**Problem to solve**
Print each record below character for character.

(Stored data entries)
────────────────

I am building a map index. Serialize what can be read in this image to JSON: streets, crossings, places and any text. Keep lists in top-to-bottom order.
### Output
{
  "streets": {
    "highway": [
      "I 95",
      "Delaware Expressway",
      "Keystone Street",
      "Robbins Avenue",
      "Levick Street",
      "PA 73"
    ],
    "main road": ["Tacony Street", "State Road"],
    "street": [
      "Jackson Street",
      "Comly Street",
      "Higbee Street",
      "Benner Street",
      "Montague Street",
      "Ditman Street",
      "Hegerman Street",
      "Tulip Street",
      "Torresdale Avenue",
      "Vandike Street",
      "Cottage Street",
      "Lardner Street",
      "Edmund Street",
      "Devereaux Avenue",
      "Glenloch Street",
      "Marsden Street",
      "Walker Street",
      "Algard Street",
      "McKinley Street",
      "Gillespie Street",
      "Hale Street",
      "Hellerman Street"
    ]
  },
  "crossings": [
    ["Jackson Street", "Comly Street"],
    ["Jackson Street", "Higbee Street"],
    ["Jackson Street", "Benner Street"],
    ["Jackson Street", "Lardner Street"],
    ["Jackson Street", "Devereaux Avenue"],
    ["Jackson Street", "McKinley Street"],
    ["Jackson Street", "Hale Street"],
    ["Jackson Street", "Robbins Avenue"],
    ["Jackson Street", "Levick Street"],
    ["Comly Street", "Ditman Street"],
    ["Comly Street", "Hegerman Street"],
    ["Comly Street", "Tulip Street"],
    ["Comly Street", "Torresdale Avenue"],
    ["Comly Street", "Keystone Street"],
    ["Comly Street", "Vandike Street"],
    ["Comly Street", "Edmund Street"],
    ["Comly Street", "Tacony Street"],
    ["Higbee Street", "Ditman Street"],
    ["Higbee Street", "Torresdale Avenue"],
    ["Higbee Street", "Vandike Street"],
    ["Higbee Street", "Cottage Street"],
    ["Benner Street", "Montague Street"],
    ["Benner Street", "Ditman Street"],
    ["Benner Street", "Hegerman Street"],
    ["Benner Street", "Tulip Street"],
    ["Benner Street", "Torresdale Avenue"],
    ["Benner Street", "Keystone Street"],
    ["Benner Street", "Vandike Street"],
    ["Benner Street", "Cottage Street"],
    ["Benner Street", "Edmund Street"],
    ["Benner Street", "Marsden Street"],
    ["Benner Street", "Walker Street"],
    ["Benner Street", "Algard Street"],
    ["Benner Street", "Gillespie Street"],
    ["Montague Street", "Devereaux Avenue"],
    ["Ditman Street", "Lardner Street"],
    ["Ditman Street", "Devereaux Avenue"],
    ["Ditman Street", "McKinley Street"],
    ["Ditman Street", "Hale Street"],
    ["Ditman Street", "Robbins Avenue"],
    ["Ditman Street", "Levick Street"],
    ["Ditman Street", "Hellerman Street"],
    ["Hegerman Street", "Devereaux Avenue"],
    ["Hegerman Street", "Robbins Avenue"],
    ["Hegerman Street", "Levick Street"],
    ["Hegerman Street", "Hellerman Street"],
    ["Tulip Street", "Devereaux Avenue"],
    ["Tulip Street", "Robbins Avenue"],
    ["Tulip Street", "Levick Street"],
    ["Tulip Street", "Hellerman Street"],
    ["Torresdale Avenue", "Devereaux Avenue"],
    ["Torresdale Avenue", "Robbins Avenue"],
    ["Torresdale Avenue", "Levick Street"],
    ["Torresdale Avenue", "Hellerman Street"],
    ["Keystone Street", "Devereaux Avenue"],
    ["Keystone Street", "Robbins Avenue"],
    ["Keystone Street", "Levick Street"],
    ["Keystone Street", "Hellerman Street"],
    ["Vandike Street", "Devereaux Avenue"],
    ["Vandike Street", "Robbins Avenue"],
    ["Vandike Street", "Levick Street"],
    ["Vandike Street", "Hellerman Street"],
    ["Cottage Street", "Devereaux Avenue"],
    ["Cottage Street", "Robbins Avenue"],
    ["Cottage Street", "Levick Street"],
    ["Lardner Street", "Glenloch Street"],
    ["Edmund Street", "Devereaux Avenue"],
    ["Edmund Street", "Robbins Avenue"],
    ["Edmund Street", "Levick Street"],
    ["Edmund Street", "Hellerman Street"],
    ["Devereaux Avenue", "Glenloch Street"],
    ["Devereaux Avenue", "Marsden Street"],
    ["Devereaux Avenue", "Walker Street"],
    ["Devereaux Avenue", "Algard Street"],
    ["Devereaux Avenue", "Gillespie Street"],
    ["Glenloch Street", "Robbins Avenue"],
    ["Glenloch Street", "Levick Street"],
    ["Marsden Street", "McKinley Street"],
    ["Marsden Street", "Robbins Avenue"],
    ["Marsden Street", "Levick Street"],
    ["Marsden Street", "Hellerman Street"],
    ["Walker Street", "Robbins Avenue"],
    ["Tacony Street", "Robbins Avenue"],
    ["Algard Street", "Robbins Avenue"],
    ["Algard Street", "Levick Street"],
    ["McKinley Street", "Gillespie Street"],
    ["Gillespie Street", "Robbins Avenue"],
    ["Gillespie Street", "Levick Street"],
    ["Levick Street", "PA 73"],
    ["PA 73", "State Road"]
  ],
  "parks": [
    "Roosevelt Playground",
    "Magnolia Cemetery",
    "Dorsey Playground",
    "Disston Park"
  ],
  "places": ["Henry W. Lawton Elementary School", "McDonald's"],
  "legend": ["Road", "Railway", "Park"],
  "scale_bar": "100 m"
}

────────────────

**Response for this exercise**
I am building a map index. Serialize what can be read in this image to JSON: streets, crossings, places and any text. Keep lists in top-to-bottom order.
### Output
{
  "streets": {
    "highway": [
      "I 95",
      "Delaware Expressway",
      "Keystone Street",
      "Robbins Avenue",
      "Levick Street",
      "PA 73"
    ],
    "main road": ["Tacony Street", "State Road"],
    "street": [
      "Jackson Street",
      "Comly Street",
      "Higbee Street",
      "Benner Street",
      "Montague Street",
      "Ditman Street",
      "Hegerman Street",
      "Tulip Street",
      "Torresdale Avenue",
      "Vandike Street",
      "Cottage Street",
      "Lardner Street",
      "Edmund Street",
      "Devereaux Avenue",
      "Glenloch Street",
      "Marsden Street",
      "Walker Street",
      "Algard Street",
      "McKinley Street",
      "Gillespie Street",
      "Hale Street",
      "Hellerman Street"
    ]
  },
  "crossings": [
    ["Jackson Street", "Comly Street"],
    ["Jackson Street", "Higbee Street"],
    ["Jackson Street", "Benner Street"],
    ["Jackson Street", "Lardner Street"],
    ["Jackson Street", "Devereaux Avenue"],
    ["Jackson Street", "McKinley Street"],
    ["Jackson Street", "Hale Street"],
    ["Jackson Street", "Robbins Avenue"],
    ["Jackson Street", "Levick Street"],
    ["Comly Street", "Ditman Street"],
    ["Comly Street", "Hegerman Street"],
    ["Comly Street", "Tulip Street"],
    ["Comly Street", "Torresdale Avenue"],
    ["Comly Street", "Keystone Street"],
    ["Comly Street", "Vandike Street"],
    ["Comly Street", "Edmund Street"],
    ["Comly Street", "Tacony Street"],
    ["Higbee Street", "Ditman Street"],
    ["Higbee Street", "Torresdale Avenue"],
    ["Higbee Street", "Vandike Street"],
    ["Higbee Street", "Cottage Street"],
    ["Benner Street", "Montague Street"],
    ["Benner Street", "Ditman Street"],
    ["Benner Street", "Hegerman Street"],
    ["Benner Street", "Tulip Street"],
    ["Benner Street", "Torresdale Avenue"],
    ["Benner Street", "Keystone Street"],
    ["Benner Street", "Vandike Street"],
    ["Benner Street", "Cottage Street"],
    ["Benner Street", "Edmund Street"],
    ["Benner Street", "Marsden Street"],
    ["Benner Street", "Walker Street"],
    ["Benner Street", "Algard Street"],
    ["Benner Street", "Gillespie Street"],
    ["Montague Street", "Devereaux Avenue"],
    ["Ditman Street", "Lardner Street"],
    ["Ditman Street", "Devereaux Avenue"],
    ["Ditman Street", "McKinley Street"],
    ["Ditman Street", "Hale Street"],
    ["Ditman Street", "Robbins Avenue"],
    ["Ditman Street", "Levick Street"],
    ["Ditman Street", "Hellerman Street"],
    ["Hegerman Street", "Devereaux Avenue"],
    ["Hegerman Street", "Robbins Avenue"],
    ["Hegerman Street", "Levick Street"],
    ["Hegerman Street", "Hellerman Street"],
    ["Tulip Street", "Devereaux Avenue"],
    ["Tulip Street", "Robbins Avenue"],
    ["Tulip Street", "Levick Street"],
    ["Tulip Street", "Hellerman Street"],
    ["Torresdale Avenue", "Devereaux Avenue"],
    ["Torresdale Avenue", "Robbins Avenue"],
    ["Torresdale Avenue", "Levick Street"],
    ["Torresdale Avenue", "Hellerman Street"],
    ["Keystone Street", "Devereaux Avenue"],
    ["Keystone Street", "Robbins Avenue"],
    ["Keystone Street", "Levick Street"],
    ["Keystone Street", "Hellerman Street"],
    ["Vandike Street", "Devereaux Avenue"],
    ["Vandike Street", "Robbins Avenue"],
    ["Vandike Street", "Levick Street"],
    ["Vandike Street", "Hellerman Street"],
    ["Cottage Street", "Devereaux Avenue"],
    ["Cottage Street", "Robbins Avenue"],
    ["Cottage Street", "Levick Street"],
    ["Lardner Street", "Glenloch Street"],
    ["Edmund Street", "Devereaux Avenue"],
    ["Edmund Street", "Robbins Avenue"],
    ["Edmund Street", "Levick Street"],
    ["Edmund Street", "Hellerman Street"],
    ["Devereaux Avenue", "Glenloch Street"],
    ["Devereaux Avenue", "Marsden Street"],
    ["Devereaux Avenue", "Walker Street"],
    ["Devereaux Avenue", "Algard Street"],
    ["Devereaux Avenue", "Gillespie Street"],
    ["Glenloch Street", "Robbins Avenue"],
    ["Glenloch Street", "Levick Street"],
    ["Marsden Street", "McKinley Street"],
    ["Marsden Street", "Robbins Avenue"],
    ["Marsden Street", "Levick Street"],
    ["Marsden Street", "Hellerman Street"],
    ["Walker Street", "Robbins Avenue"],
    ["Tacony Street", "Robbins Avenue"],
    ["Algard Street", "Robbins Avenue"],
    ["Algard Street", "Levick Street"],
    ["McKinley Street", "Gillespie Street"],
    ["Gillespie Street", "Robbins Avenue"],
    ["Gillespie Street", "Levick Street"],
    ["Levick Street", "PA 73"],
    ["PA 73", "State Road"]
  ],
  "parks": [
    "Roosevelt Playground",
    "Magnolia Cemetery",
    "Dorsey Playground",
    "Disston Park"
  ],
  "places": ["Henry W. Lawton Elementary School", "McDonald's"],
  "legend": ["Road", "Railway", "Park"],
  "scale_bar": "100 m"
}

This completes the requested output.